Em se tratando de um filme que gira em torno de um protagonista tão dependente da sua rotina, qualquer pequena alteração, como a presença de uma nova pessoa em sua vida, já representa um ponto de virada na trama, além de uma prova de que sua aparente apatia esconde uma bondade perene, mas firme. Sua vida sofre três guinadas concomitantes em um curto espaço de tempo. Primeiro, a menina Hera. Recém chegada no prédio, ela força Fúsi para fora da sua zona de conforto, de forma tênue e inocente. Depois temos o amante de sua mãe, Rolf, que faz basicamente o mesmo que Hera, mas de maneira mais violadora e incisiva do que ela. E é após a ação de Rolf que o último ponto de virada é posto em movimento.

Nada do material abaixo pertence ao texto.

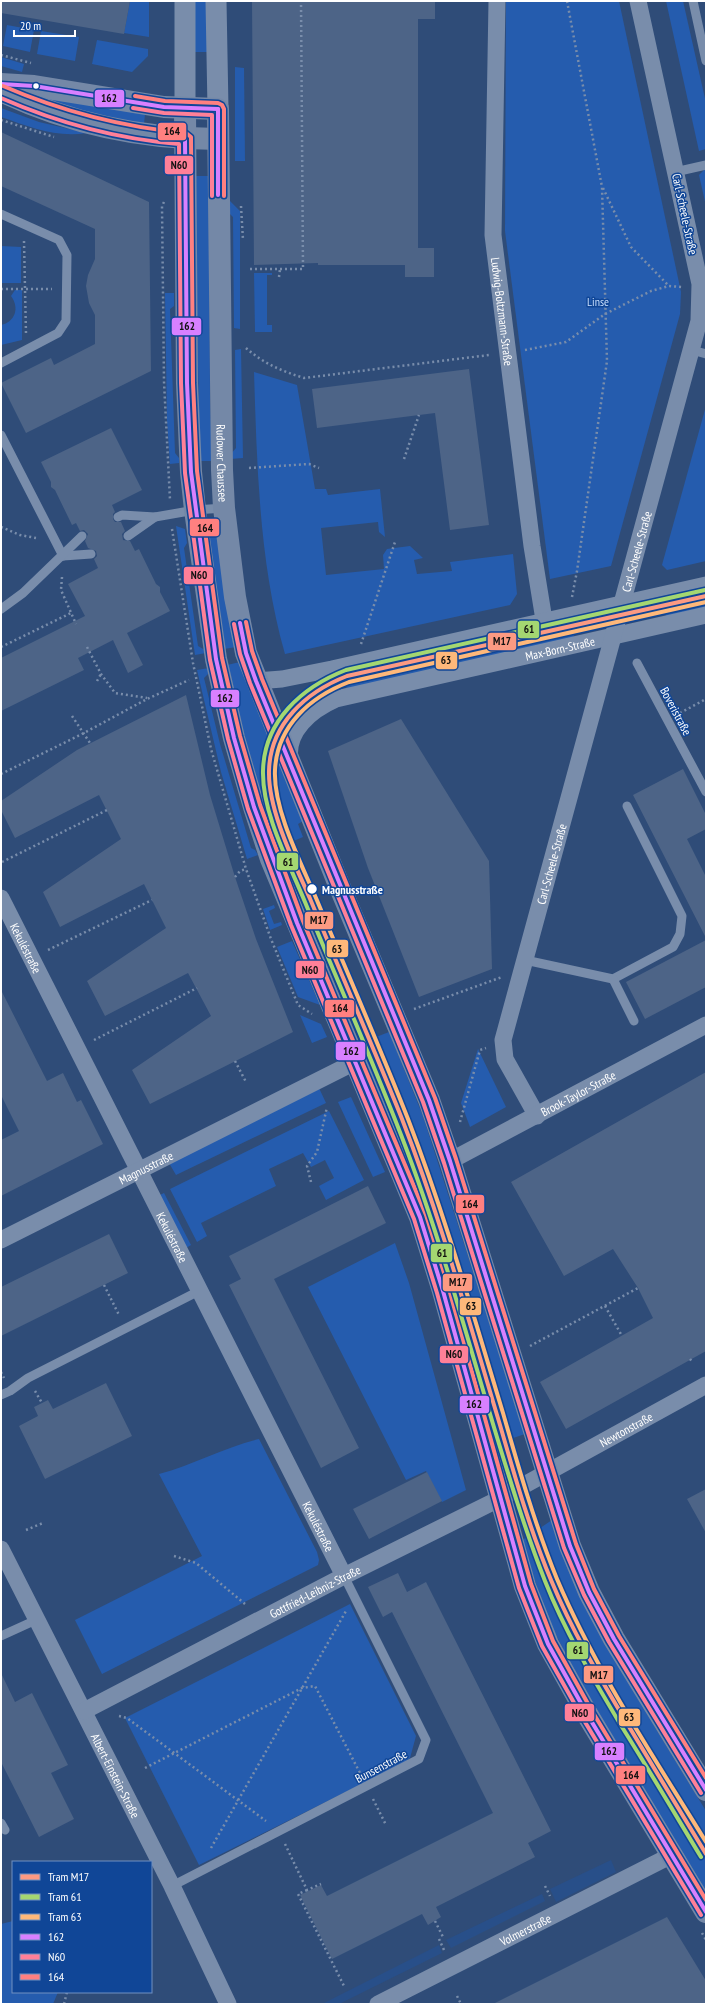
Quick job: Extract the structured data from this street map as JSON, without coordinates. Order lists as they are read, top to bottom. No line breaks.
{"streets":{"main road":["Rudower Chaussee"],"street":["Carl-Scheele-Straße","Ludwig-Boltzmann-Straße","Max-Born-Straße","Kekuléstraße","Brook-Taylor-Straße","Magnusstraße","Newtonstraße","Gottfried-Leibniz-Straße","Albert-Einstein-Straße","Volmerstraße"],"lane":["Boveristraße","Bunsenstraße"]},"crossings":[["Carl-Scheele-Straße","Max-Born-Straße"],["Carl-Scheele-Straße","Brook-Taylor-Straße"],["Rudower Chaussee","Max-Born-Straße"],["Rudower Chaussee","Brook-Taylor-Straße"],["Rudower Chaussee","Newtonstraße"],["Rudower Chaussee","Gottfried-Leibniz-Straße"],["Kekuléstraße","Magnusstraße"],["Kekuléstraße","Gottfried-Leibniz-Straße"],["Kekuléstraße","Bunsenstraße"],["Newtonstraße","Gottfried-Leibniz-Straße"],["Gottfried-Leibniz-Straße","Bunsenstraße"],["Gottfried-Leibniz-Straße","Albert-Einstein-Straße"],["Bunsenstraße","Albert-Einstein-Straße"]],"parks":["Linse"],"places":["Magnusstraße"],"lines":["transit line 162","transit line 164","transit line N60","tram line 61","tram line M17","tram line 63"],"legend":["Tram M17","Tram 61","Tram 63","162","N60","164"],"scale_bar":"20 m"}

Sjofn é depressiva crônica e é na difícil relação com uma pessoa nessa condição que o protagonista começa a nos demonstrar sua maior e melhor característica – uma insuspeita capacidade de colocar os outros sempre à frente de si mesmo. A atenção dada a menina Hera quase o põe em maus lençóis com a polícia. O perdão estendido aos seus colegas de trabalho termina com uma prova da sua dignidade. O caminho tomado na relação com Sjofn também não desanima Fúsi de cuidar e nutrir aquela alma quebrada.
Como já dito, Kári não nos mostra isso com condescendência. Na verdade, é uma desconstrução do prisma estereotipado pelo qual todos os personagens coadjuvantes – e o público – enxergam Fúsi. Ele não é bondoso por ser inocente e infantilizado. Ele é bondoso porque é. Simples assim.
Coppola comenta na chamada do cartaz que ”se todos fossem como ele, o mundo seria maravilhoso”. Bem, mais pessoas assim já existem. Às pencas. O problema é não as enxergarmos, pois perdemos muito tempo julgando e pouco tempo conhecendo.